◆ Assignment ◆
The listing that follows should be copied in full, exactly as written.

=-=-=

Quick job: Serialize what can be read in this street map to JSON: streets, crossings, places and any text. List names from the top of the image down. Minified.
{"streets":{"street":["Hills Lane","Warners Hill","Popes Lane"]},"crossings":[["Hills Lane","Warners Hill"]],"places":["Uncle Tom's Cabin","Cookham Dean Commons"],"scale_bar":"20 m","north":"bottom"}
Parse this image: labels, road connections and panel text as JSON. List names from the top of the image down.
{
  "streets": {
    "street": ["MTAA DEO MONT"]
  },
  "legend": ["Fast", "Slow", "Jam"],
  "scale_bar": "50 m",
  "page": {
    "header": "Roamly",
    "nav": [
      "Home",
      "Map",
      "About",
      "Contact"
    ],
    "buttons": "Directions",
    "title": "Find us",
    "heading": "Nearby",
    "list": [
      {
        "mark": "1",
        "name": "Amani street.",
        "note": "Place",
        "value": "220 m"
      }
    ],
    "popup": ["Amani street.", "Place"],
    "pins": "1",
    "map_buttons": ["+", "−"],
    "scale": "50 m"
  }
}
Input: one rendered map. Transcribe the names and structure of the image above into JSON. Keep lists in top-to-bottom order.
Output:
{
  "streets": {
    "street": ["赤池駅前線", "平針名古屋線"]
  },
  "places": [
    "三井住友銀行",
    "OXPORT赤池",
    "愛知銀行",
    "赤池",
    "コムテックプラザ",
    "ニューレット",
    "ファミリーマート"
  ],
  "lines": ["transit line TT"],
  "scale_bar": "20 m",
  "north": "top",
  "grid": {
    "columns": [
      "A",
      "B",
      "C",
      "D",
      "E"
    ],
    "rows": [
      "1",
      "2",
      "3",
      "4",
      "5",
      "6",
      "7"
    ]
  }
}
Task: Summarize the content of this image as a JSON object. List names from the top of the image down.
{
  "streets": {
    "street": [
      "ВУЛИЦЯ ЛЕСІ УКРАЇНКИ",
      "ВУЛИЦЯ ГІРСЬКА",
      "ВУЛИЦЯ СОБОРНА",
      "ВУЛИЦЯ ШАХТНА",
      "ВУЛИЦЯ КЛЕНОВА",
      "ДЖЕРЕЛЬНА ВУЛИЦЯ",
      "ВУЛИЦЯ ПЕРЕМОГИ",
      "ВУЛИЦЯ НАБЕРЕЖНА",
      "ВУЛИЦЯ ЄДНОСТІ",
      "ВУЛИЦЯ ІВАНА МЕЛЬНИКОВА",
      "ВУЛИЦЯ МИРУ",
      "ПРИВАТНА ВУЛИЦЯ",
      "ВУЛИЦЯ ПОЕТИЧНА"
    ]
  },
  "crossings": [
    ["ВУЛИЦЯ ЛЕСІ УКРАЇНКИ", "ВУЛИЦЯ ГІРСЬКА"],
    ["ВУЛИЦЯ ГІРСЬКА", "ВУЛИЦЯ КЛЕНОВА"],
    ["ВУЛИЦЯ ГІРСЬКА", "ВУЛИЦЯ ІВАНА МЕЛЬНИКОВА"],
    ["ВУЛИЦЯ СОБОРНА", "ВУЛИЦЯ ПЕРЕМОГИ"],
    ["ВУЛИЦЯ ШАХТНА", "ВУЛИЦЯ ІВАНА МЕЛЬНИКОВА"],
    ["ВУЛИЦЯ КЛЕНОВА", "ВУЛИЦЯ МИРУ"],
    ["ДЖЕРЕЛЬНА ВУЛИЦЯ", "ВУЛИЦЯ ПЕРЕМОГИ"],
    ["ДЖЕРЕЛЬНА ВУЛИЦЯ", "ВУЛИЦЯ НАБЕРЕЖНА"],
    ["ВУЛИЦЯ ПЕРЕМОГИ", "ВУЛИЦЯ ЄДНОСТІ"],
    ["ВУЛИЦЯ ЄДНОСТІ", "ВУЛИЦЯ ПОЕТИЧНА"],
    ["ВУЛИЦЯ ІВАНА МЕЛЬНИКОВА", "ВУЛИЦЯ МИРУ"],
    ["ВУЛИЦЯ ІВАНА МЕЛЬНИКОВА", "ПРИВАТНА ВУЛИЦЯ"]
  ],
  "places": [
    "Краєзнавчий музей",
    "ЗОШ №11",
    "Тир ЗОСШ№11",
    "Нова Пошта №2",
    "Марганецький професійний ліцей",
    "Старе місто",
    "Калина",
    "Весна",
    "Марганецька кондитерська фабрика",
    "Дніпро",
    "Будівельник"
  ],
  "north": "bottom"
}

=-=-=

◆ Exercise answer ◆
Quick job: Serialize what can be read in this street map to JSON: streets, crossings, places and any text. List names from the top of the image down. Minified.
{"streets":{"street":["Hills Lane","Warners Hill","Popes Lane"]},"crossings":[["Hills Lane","Warners Hill"]],"places":["Uncle Tom's Cabin","Cookham Dean Commons"],"scale_bar":"20 m","north":"bottom"}
Parse this image: labels, road connections and panel text as JSON. List names from the top of the image down.
{
  "streets": {
    "street": ["MTAA DEO MONT"]
  },
  "legend": ["Fast", "Slow", "Jam"],
  "scale_bar": "50 m",
  "page": {
    "header": "Roamly",
    "nav": [
      "Home",
      "Map",
      "About",
      "Contact"
    ],
    "buttons": "Directions",
    "title": "Find us",
    "heading": "Nearby",
    "list": [
      {
        "mark": "1",
        "name": "Amani street.",
        "note": "Place",
        "value": "220 m"
      }
    ],
    "popup": ["Amani street.", "Place"],
    "pins": "1",
    "map_buttons": ["+", "−"],
    "scale": "50 m"
  }
}
Input: one rendered map. Transcribe the names and structure of the image above into JSON. Keep lists in top-to-bottom order.
Output:
{
  "streets": {
    "street": ["赤池駅前線", "平針名古屋線"]
  },
  "places": [
    "三井住友銀行",
    "OXPORT赤池",
    "愛知銀行",
    "赤池",
    "コムテックプラザ",
    "ニューレット",
    "ファミリーマート"
  ],
  "lines": ["transit line TT"],
  "scale_bar": "20 m",
  "north": "top",
  "grid": {
    "columns": [
      "A",
      "B",
      "C",
      "D",
      "E"
    ],
    "rows": [
      "1",
      "2",
      "3",
      "4",
      "5",
      "6",
      "7"
    ]
  }
}
Task: Summarize the content of this image as a JSON object. List names from the top of the image down.
{
  "streets": {
    "street": [
      "ВУЛИЦЯ ЛЕСІ УКРАЇНКИ",
      "ВУЛИЦЯ ГІРСЬКА",
      "ВУЛИЦЯ СОБОРНА",
      "ВУЛИЦЯ ШАХТНА",
      "ВУЛИЦЯ КЛЕНОВА",
      "ДЖЕРЕЛЬНА ВУЛИЦЯ",
      "ВУЛИЦЯ ПЕРЕМОГИ",
      "ВУЛИЦЯ НАБЕРЕЖНА",
      "ВУЛИЦЯ ЄДНОСТІ",
      "ВУЛИЦЯ ІВАНА МЕЛЬНИКОВА",
      "ВУЛИЦЯ МИРУ",
      "ПРИВАТНА ВУЛИЦЯ",
      "ВУЛИЦЯ ПОЕТИЧНА"
    ]
  },
  "crossings": [
    ["ВУЛИЦЯ ЛЕСІ УКРАЇНКИ", "ВУЛИЦЯ ГІРСЬКА"],
    ["ВУЛИЦЯ ГІРСЬКА", "ВУЛИЦЯ КЛЕНОВА"],
    ["ВУЛИЦЯ ГІРСЬКА", "ВУЛИЦЯ ІВАНА МЕЛЬНИКОВА"],
    ["ВУЛИЦЯ СОБОРНА", "ВУЛИЦЯ ПЕРЕМОГИ"],
    ["ВУЛИЦЯ ШАХТНА", "ВУЛИЦЯ ІВАНА МЕЛЬНИКОВА"],
    ["ВУЛИЦЯ КЛЕНОВА", "ВУЛИЦЯ МИРУ"],
    ["ДЖЕРЕЛЬНА ВУЛИЦЯ", "ВУЛИЦЯ ПЕРЕМОГИ"],
    ["ДЖЕРЕЛЬНА ВУЛИЦЯ", "ВУЛИЦЯ НАБЕРЕЖНА"],
    ["ВУЛИЦЯ ПЕРЕМОГИ", "ВУЛИЦЯ ЄДНОСТІ"],
    ["ВУЛИЦЯ ЄДНОСТІ", "ВУЛИЦЯ ПОЕТИЧНА"],
    ["ВУЛИЦЯ ІВАНА МЕЛЬНИКОВА", "ВУЛИЦЯ МИРУ"],
    ["ВУЛИЦЯ ІВАНА МЕЛЬНИКОВА", "ПРИВАТНА ВУЛИЦЯ"]
  ],
  "places": [
    "Краєзнавчий музей",
    "ЗОШ №11",
    "Тир ЗОСШ№11",
    "Нова Пошта №2",
    "Марганецький професійний ліцей",
    "Старе місто",
    "Калина",
    "Весна",
    "Марганецька кондитерська фабрика",
    "Дніпро",
    "Будівельник"
  ],
  "north": "bottom"
}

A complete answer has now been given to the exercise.